Tekanan trafik dan algoritma media sosial memaksa sebagian media untuk mengejar sensasionalisme. Namun di sinilah peran penting kode etik jurnalistik, menjadi pagar moral agar jurnalisme tetap bertanggung jawab dan beradab.

Di Indonesia, kebebasan pers dijamin oleh Undang-Undang Nomor 40 Tahun 1999 tentang Pers. UU ini secara eksplisit menegaskan kemerdekaan pers sebagai bagian dari hak asasi manusia. Namun, dalam praktiknya, masih sering terjadi kriminalisasi terhadap jurnalis menggunakan pasal-pasal karet di luar UU Pers.

Mekanisme penyelesaian sengketa pers melalui Dewan Pers pun kerap diabaikan oleh penegak hukum. Hal ini menunjukkan bahwa pemahaman terhadap UU Pers masih belum merata, baik di tingkat aparat maupun masyarakat umum.

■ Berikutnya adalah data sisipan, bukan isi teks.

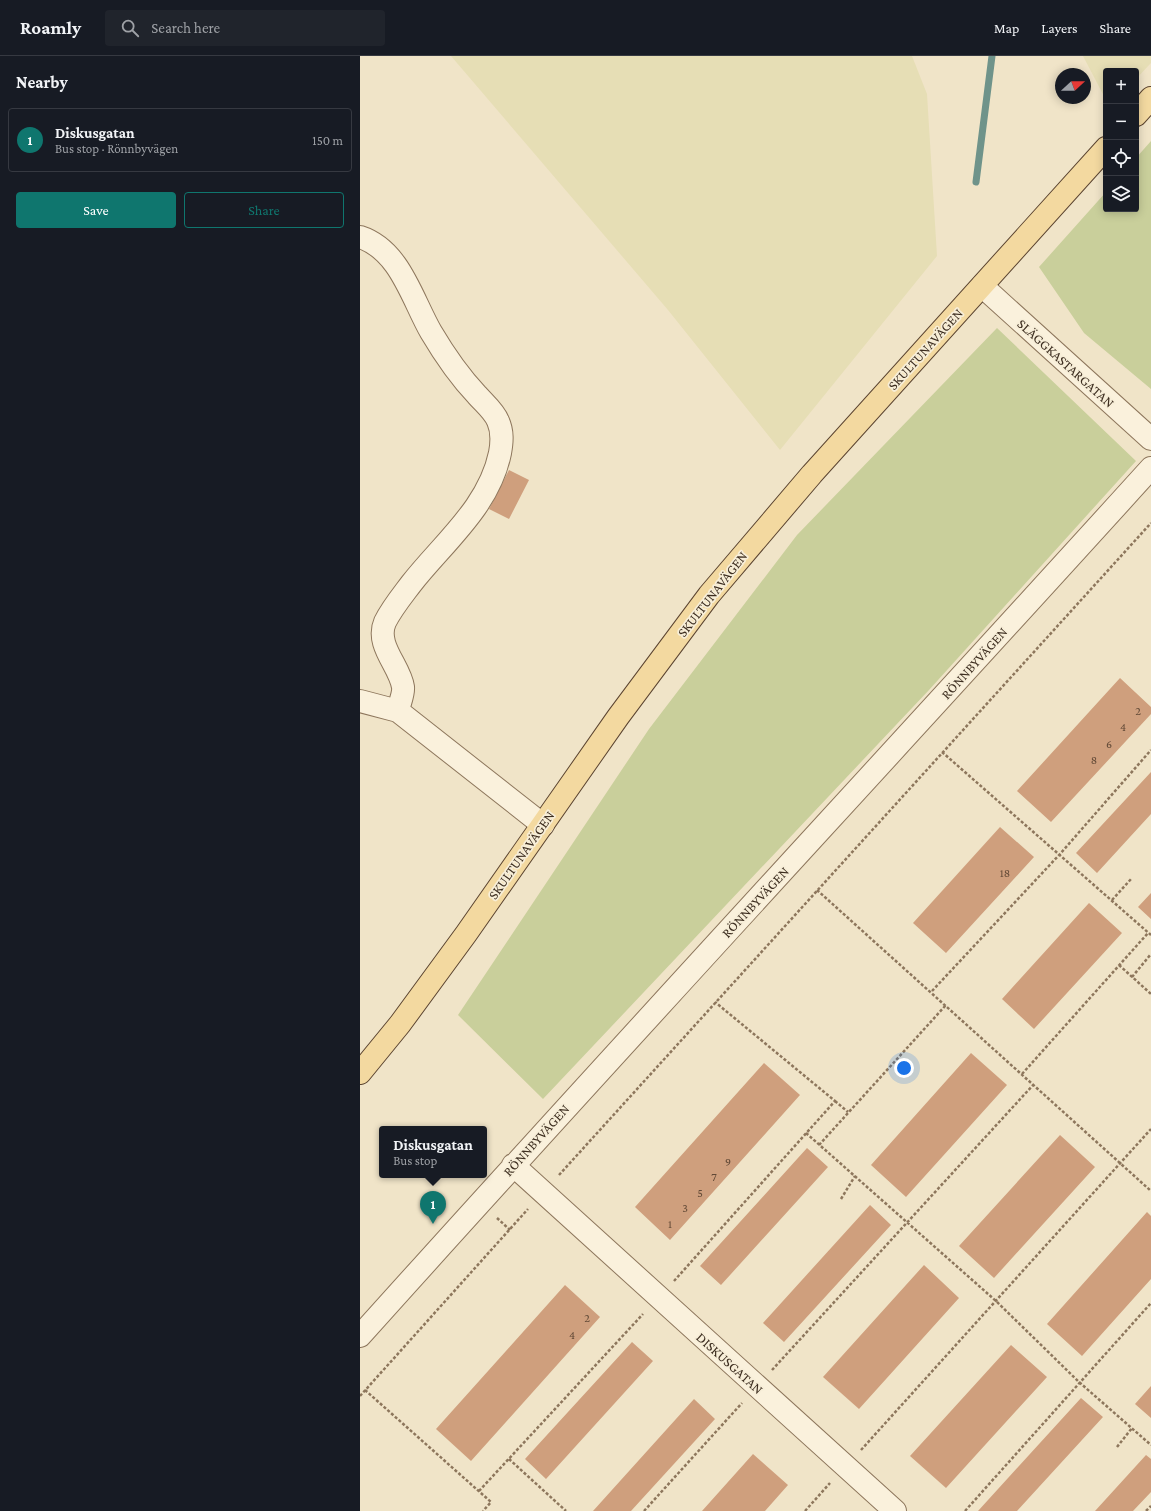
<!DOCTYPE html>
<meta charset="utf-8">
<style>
:root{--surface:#171b24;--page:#20242c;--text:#f1f3f6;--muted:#9ea1a6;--line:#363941;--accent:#0f766e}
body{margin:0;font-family:"Crimson Pro",serif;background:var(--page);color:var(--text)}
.controls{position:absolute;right:12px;top:12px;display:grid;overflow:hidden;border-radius:4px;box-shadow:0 2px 10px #0003}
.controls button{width:36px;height:36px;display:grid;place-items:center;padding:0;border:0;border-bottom:1px solid var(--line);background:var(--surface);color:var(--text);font:20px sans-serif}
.compass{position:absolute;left:695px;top:12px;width:36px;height:36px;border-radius:50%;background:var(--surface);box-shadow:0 2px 10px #0003;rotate:69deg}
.you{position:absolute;left:544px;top:1012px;width:14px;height:14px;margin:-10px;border:3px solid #fff;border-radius:50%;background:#1a73e8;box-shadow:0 0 0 6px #1a73e833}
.badge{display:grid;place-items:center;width:26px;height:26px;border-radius:50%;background:var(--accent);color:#fff;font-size:13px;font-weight:700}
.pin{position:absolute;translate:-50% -33px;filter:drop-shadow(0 1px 2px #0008)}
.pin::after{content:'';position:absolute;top:21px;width:14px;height:12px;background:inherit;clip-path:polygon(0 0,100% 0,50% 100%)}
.popup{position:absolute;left:19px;top:1070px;width:108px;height:52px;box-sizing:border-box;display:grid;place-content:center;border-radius:4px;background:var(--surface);filter:drop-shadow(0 1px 3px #0005);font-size:13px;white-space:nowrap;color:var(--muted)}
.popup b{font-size:15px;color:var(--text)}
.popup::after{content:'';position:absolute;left:50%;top:100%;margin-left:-8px;border:8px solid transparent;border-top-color:var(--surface)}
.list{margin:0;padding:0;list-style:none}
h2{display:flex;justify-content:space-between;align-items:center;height:52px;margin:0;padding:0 16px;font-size:17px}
h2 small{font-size:13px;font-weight:400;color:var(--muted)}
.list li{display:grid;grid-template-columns:26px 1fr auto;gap:12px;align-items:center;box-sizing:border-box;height:64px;margin:0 8px 8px;padding:0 8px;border:1px solid var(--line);border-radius:4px}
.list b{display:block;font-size:15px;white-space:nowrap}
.list p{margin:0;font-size:13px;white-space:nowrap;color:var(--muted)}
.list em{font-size:13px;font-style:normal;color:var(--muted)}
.actions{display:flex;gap:8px;padding:12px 16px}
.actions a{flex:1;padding:9px 0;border:1px solid var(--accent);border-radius:4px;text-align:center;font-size:14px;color:var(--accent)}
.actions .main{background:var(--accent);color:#fff}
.icon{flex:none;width:22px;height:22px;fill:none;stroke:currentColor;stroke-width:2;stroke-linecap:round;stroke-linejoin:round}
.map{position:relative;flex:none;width:791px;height:1455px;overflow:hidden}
header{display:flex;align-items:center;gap:24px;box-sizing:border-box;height:56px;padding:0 20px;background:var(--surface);border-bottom:1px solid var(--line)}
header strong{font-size:19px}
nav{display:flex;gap:22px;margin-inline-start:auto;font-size:14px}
.search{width:280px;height:36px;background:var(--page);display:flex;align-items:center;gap:10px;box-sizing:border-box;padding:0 14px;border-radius:4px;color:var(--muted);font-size:15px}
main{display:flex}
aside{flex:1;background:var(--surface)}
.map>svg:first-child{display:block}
.farmland{fill:#e6deb5}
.green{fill:#c9cf9b}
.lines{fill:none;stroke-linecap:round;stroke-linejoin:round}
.stream{stroke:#6f938a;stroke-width:7}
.building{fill:#cf9f7d}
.minor-casing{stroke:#8d765c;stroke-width:24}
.major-casing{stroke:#5b4430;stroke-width:24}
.path{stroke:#8d765c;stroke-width:2.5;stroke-dasharray:3 2;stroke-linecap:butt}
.minor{stroke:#faf1dc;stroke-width:22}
.major{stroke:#f3d9a0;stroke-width:22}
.labels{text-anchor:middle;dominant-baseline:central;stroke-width:3.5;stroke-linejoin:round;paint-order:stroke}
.number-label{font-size:12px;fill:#624a37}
.street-label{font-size:14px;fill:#3d2e20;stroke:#f7eed8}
</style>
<header>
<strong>Roamly</strong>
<div class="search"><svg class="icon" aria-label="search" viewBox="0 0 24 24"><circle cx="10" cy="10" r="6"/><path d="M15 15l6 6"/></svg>Search here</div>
<nav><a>Map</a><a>Layers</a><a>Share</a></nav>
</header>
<main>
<aside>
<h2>Nearby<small></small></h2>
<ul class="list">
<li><span class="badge">1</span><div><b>Diskusgatan</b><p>Bus stop · Rönnbyvägen</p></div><em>150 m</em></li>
</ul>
<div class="actions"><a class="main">Save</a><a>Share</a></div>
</aside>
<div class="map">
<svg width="791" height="1455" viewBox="0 0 791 1455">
<rect width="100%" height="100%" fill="#f0e4c8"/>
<path class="farmland" d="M 91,0 L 552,0 L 567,38 L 577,200 L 420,394 L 308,254 Z
M 723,0 L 791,0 L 791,7 L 776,23 L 776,15 L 746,15 L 746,44 Z"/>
<path class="green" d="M 791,85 L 791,333 L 724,277 L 679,211 L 746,136 L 746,153 L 776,153 L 776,102 Z
M 637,272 L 776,405 L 569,634 L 183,1043 L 98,959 L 289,673 L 437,479 Z"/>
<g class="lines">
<path class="stream" d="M 616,126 L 632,0"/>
</g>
<path class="building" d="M 149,414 L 169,424 L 149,463 L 129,453 Z
M 760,622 L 791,651 L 791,658 L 691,766 L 657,735 Z
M 791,716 L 791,758 L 737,817 L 716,797 Z
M 640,771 L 674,801 L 586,897 L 553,867 Z
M 791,837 L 791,863 L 778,851 Z
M 729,847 L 762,877 L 674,973 L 642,943 Z
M 611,997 L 647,1029 L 546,1141 L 511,1109 Z
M 404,1007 L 440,1039 L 310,1184 L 275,1151 Z
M 700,1079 L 735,1111 L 634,1222 L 599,1190 Z
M 447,1092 L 468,1111 L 361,1229 L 340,1210 Z
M 510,1149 L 531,1169 L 424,1286 L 403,1267 Z
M 787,1156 L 791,1160 L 791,1223 L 722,1300 L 687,1268 Z
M 564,1209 L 599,1242 L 499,1353 L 463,1321 Z
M 205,1229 L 240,1261 L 111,1405 L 76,1373 Z
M 272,1286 L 293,1305 L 186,1423 L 165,1403 Z
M 651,1289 L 687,1321 L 586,1432 L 550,1400 Z
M 791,1330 L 791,1362 L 775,1348 Z
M 721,1342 L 743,1361 L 657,1455 L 618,1455 Z
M 334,1343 L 355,1363 L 271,1455 L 233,1455 Z
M 393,1398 L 428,1429 L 405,1455 L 342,1455 Z
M 786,1399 L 791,1403 L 791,1436 L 773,1455 L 735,1455 Z"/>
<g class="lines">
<g class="minor-casing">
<path id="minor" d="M 0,181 C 40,194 52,243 71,276 C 84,298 99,320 117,339 C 124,347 134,355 138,365 C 143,376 142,386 140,397 C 129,451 83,487 51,528 C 42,540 32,552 25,566 C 15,589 40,610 43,631 C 44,638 39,648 38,655
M 622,230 L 791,383
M 0,645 L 38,655 L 183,769
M 153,1109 L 535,1455
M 0,1280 C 262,988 528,702 791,412"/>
</g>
<g class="major-casing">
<path id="major" d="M 776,59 L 791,42
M 0,1017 L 40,968 L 106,878 L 258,661 L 349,539 L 452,418 L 746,92"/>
</g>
<path class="path" d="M 582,696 L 791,879
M 457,834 L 791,1135
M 752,844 L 772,822
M 759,909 L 791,938
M 772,921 L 791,898
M 572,935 L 700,798 L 791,694
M 662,1018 L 788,877
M 475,1045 L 488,1056
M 446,1077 L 636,1245 L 719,1326 L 791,1389
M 459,1089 L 586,949
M 199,1119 L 791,467
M 481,1143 L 495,1120
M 137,1162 L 150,1174
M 314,1225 L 475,1045 L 355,946
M 412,1314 L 674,1028
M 5,1334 L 131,1446 L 123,1455
M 0,1340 L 168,1153
M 757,1391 L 772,1372
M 501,1394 L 791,1073
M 149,1403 L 206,1455
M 119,1435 L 283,1258
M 284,1455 L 382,1347
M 445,1455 L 470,1427
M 605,1455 L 791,1247
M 786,1455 L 791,1450"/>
<use href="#minor" class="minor"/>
<use href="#major" class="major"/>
</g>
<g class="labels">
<g class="number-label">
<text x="778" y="655">2</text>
<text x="763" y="671">4</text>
<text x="749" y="688">6</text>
<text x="734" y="704">8</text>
<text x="645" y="817">18</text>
<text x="368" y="1106">9</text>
<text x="354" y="1121">7</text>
<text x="340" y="1137">5</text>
<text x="325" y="1152">3</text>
<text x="310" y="1168">1</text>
<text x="227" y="1262">2</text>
<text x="212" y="1279">4</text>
</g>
<g class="street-label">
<text transform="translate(565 293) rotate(-48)">SKULTUNAVÄGEN</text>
<text transform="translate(706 307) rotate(42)">SLÄGGKASTARGATAN</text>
<text transform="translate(352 538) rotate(-52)">SKULTUNAVÄGEN</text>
<text transform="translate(614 607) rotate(-48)">RÖNNBYVÄGEN</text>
<text transform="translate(161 799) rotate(-55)">SKULTUNAVÄGEN</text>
<text transform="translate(395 846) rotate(-47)">RÖNNBYVÄGEN</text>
<text transform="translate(176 1084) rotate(-48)">RÖNNBYVÄGEN</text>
<text transform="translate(370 1307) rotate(42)">DISKUSGATAN</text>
</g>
</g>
</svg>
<div class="controls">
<button>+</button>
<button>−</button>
<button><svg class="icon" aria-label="locate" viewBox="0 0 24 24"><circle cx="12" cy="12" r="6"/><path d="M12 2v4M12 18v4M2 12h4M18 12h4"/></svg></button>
<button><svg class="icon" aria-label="layers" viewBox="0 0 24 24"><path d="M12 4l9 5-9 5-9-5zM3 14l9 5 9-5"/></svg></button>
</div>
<svg class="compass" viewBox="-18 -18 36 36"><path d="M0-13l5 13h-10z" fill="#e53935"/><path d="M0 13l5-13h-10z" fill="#9ea1a6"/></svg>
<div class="you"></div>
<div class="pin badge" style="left:73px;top:1168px">1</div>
<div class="popup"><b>Diskusgatan</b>Bus stop</div>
</div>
</main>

Oleh karena itu, penting bagi insan pers untuk terus mendorong literasi hukum media, serta memperkuat solidaritas antarjurnalis dan organisasi pers dalam menjaga marwah kebebasan informasi.

Hari Kebebasan Pers Internasional bukanlah perayaan semata, melainkan pengingat bahwa kebebasan berbicara dan mengakses informasi adalah hak dasar yang harus dijaga bersama. Jurnalisme boleh berubah bentuk, namun misinya tetap sama, mencerahkan publik dan menjaga demokrasi.

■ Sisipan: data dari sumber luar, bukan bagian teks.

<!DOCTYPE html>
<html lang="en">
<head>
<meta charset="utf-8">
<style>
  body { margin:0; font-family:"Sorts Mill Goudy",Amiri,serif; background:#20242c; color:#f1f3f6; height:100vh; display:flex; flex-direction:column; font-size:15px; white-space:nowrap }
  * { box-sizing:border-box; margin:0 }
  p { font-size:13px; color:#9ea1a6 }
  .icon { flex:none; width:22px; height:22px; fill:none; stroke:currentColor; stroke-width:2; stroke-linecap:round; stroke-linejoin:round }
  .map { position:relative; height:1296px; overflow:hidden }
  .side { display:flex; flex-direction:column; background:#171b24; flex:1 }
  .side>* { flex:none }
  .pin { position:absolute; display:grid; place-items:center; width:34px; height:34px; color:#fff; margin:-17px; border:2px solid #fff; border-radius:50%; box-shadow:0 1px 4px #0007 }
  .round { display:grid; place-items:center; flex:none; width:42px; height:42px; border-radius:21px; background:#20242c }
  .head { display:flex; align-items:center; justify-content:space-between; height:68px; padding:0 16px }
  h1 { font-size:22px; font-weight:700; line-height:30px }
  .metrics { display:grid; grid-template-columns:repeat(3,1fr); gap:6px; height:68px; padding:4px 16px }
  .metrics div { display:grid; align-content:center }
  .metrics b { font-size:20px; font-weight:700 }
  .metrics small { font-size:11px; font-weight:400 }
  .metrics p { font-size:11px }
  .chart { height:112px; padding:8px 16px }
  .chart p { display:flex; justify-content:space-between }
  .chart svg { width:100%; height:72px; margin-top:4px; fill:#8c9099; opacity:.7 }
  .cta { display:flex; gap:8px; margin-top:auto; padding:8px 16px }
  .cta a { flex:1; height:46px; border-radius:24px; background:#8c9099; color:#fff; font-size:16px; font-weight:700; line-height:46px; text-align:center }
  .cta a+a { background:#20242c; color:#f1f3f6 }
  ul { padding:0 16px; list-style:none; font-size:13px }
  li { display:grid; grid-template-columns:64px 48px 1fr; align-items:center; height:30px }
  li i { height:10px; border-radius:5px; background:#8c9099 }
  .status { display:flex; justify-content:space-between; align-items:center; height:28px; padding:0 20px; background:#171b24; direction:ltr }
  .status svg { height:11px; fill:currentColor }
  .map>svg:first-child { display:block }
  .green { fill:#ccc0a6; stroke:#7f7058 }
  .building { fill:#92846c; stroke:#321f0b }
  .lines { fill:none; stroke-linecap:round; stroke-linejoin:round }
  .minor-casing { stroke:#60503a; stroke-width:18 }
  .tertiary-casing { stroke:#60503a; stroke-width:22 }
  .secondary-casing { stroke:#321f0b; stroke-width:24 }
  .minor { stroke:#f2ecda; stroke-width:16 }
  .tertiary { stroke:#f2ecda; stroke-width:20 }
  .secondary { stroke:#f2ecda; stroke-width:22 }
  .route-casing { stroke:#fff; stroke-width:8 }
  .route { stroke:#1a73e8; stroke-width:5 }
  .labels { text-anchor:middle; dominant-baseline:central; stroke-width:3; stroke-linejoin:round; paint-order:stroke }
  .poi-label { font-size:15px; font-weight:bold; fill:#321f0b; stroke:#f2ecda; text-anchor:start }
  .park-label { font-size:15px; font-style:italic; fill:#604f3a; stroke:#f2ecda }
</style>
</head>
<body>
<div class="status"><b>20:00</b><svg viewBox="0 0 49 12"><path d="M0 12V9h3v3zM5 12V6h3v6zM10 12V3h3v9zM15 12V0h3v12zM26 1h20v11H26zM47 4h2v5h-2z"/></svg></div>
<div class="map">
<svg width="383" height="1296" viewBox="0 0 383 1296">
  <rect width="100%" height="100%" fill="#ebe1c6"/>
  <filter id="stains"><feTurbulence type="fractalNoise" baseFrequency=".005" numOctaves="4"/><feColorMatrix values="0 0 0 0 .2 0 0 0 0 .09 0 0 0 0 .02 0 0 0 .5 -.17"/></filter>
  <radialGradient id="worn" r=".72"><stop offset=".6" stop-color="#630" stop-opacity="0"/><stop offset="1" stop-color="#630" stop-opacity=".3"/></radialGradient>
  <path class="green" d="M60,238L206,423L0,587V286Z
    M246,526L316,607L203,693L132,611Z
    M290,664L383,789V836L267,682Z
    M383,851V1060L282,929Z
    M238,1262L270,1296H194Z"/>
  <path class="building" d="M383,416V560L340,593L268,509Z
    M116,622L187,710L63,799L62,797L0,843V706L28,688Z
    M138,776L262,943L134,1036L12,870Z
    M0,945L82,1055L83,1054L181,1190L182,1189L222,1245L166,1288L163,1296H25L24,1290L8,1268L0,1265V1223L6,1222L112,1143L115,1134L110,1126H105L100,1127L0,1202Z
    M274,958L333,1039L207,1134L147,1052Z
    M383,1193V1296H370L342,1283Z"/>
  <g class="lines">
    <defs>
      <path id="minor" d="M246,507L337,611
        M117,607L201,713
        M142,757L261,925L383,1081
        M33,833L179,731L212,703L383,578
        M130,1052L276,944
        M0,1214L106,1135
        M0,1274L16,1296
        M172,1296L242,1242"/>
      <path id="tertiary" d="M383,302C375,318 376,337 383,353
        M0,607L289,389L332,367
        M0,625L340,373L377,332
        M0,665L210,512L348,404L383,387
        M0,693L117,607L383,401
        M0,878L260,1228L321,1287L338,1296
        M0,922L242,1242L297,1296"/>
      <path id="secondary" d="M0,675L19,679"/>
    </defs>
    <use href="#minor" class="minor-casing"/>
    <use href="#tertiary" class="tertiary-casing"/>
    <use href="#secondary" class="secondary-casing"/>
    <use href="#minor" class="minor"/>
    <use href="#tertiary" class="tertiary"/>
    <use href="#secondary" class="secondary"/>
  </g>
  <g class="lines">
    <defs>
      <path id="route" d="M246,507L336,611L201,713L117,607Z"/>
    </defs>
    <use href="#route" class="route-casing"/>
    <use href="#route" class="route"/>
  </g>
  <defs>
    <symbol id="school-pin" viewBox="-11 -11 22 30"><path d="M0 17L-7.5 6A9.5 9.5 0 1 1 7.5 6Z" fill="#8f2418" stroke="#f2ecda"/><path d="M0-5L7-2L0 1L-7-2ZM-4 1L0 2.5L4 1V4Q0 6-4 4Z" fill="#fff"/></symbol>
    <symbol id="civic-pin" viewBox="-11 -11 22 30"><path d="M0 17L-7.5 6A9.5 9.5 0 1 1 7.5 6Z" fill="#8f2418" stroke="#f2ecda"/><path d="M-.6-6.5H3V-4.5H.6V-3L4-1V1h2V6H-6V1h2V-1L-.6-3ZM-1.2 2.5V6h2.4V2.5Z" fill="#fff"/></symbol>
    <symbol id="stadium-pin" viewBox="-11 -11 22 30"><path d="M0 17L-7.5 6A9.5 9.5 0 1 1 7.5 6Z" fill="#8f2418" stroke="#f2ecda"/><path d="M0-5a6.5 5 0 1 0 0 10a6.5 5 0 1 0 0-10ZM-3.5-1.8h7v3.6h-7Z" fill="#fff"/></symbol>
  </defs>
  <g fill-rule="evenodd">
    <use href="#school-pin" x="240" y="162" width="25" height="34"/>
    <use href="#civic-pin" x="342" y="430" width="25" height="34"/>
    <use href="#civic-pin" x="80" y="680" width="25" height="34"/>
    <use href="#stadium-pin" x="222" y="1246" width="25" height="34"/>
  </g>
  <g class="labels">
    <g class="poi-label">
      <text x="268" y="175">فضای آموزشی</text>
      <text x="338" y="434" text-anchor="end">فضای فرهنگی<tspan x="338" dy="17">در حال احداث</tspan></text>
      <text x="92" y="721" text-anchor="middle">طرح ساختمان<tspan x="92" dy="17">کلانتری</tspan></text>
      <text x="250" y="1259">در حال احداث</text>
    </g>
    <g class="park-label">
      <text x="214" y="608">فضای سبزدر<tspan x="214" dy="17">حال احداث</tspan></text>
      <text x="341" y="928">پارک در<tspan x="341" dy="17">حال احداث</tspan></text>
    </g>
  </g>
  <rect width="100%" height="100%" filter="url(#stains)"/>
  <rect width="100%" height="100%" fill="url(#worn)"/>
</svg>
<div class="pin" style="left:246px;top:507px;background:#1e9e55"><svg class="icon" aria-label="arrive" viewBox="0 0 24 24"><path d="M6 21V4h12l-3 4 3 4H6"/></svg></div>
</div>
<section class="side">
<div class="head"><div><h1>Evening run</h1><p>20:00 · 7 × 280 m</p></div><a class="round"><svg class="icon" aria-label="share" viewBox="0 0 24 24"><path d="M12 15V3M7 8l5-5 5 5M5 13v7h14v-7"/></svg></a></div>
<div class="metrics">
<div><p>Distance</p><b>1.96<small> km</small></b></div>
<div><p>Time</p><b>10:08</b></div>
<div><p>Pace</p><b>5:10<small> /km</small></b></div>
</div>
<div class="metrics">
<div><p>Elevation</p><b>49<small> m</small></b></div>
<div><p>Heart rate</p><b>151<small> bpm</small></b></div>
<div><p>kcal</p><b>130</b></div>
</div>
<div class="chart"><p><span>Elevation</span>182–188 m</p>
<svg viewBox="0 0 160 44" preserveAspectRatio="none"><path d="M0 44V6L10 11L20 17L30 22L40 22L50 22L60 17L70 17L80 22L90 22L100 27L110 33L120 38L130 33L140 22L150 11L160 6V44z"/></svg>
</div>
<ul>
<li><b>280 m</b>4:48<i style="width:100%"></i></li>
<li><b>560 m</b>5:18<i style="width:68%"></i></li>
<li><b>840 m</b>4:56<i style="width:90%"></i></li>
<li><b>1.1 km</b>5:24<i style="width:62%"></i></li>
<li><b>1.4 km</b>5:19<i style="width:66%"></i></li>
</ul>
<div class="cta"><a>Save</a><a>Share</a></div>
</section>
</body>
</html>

Kita tidak bisa menolak teknologi, termasuk AI. Tapi kita bisa memastikan bahwa teknologi tidak menggantikan peran nurani dan akal sehat manusia dalam menyampaikan kebenaran. Sebab pada akhirnya, kebebasan pers bukan hanya soal hak jurnalis, tetapi hak setiap warga untuk tahu apa yang sebenarnya terjadi.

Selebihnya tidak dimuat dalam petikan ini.